• YOUR TASK
The lines from the top of the listing through the one containing "translate:-50% -50%; white-space:nowrap;" are to be retyped exactly, with no other lines.
[THE DATA — start]
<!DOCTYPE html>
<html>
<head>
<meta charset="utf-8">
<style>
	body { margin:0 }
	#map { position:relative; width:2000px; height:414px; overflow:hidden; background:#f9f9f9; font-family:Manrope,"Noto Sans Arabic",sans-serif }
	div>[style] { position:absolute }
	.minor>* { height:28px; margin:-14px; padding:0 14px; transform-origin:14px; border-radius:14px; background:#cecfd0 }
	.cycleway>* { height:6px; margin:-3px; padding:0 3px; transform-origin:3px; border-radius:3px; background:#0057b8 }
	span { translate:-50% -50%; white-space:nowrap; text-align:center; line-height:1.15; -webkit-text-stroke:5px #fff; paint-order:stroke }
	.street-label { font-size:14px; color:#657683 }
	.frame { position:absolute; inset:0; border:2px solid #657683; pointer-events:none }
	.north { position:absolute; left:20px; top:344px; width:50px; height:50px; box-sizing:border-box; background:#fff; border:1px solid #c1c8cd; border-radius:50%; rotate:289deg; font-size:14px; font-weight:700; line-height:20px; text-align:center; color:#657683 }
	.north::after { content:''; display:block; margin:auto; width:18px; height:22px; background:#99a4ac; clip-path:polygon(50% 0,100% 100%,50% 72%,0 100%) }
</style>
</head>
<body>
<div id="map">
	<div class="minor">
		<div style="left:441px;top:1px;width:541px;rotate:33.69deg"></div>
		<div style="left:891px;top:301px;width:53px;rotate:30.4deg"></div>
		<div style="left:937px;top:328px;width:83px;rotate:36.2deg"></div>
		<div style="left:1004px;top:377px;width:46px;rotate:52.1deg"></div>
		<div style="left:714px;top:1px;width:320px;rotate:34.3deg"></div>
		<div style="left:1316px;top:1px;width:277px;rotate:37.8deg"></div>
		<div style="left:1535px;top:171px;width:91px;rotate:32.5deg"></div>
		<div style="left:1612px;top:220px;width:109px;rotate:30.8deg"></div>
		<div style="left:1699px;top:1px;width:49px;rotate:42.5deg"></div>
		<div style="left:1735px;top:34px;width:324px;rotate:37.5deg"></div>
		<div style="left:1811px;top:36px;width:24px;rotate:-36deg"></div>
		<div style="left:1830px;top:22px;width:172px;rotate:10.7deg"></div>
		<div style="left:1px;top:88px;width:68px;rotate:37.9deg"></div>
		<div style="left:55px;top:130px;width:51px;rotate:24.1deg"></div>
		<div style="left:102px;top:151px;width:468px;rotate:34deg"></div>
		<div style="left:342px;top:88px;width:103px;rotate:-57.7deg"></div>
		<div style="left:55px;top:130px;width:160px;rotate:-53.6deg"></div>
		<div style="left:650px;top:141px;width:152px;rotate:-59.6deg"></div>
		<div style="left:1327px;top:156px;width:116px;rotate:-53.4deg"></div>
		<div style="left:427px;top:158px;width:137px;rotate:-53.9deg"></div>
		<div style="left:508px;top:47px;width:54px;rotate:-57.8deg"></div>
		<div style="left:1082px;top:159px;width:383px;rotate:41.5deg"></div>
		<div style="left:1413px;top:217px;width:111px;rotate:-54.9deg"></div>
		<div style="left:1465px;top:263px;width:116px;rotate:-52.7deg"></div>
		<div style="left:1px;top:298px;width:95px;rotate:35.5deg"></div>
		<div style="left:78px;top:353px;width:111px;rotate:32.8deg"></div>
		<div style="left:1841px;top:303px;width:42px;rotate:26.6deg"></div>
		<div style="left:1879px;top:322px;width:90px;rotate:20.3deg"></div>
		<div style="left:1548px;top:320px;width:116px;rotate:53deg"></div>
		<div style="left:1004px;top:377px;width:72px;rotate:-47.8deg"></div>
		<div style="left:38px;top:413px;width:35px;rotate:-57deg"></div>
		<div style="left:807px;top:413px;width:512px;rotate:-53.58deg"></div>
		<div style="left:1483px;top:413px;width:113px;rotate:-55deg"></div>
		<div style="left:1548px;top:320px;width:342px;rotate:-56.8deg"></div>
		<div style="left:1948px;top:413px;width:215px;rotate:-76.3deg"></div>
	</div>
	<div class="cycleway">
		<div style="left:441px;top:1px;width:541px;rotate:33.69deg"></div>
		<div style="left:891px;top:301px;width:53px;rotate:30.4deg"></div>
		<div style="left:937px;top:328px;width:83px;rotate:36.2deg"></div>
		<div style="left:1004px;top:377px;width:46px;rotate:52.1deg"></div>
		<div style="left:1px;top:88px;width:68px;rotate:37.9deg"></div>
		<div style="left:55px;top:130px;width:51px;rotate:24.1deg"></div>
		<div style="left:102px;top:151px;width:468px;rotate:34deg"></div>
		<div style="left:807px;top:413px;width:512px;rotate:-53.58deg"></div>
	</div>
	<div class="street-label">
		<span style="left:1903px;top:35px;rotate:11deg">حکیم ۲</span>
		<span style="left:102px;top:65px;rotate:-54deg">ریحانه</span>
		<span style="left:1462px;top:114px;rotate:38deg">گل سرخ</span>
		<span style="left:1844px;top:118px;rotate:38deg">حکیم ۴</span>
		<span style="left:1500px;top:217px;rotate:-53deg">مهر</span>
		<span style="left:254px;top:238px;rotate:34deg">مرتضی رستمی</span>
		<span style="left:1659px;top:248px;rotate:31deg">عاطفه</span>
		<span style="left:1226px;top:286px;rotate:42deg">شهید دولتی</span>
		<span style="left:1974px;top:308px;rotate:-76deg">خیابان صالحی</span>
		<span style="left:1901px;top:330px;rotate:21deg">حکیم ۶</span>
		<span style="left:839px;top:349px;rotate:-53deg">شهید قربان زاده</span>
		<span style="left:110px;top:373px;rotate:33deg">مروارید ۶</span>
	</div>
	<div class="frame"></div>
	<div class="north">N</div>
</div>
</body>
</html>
[THE DATA — finish]
• RESULT OF THE TASK
<!DOCTYPE html>
<html>
<head>
<meta charset="utf-8">
<style>
	body { margin:0 }
	#map { position:relative; width:2000px; height:414px; overflow:hidden; background:#f9f9f9; font-family:Manrope,"Noto Sans Arabic",sans-serif }
	div>[style] { position:absolute }
	.minor>* { height:28px; margin:-14px; padding:0 14px; transform-origin:14px; border-radius:14px; background:#cecfd0 }
	.cycleway>* { height:6px; margin:-3px; padding:0 3px; transform-origin:3px; border-radius:3px; background:#0057b8 }
	span { translate:-50% -50%; white-space:nowrap; text-align:center; line-height:1.15; -webkit-text-stroke:5px #fff; paint-order:stroke }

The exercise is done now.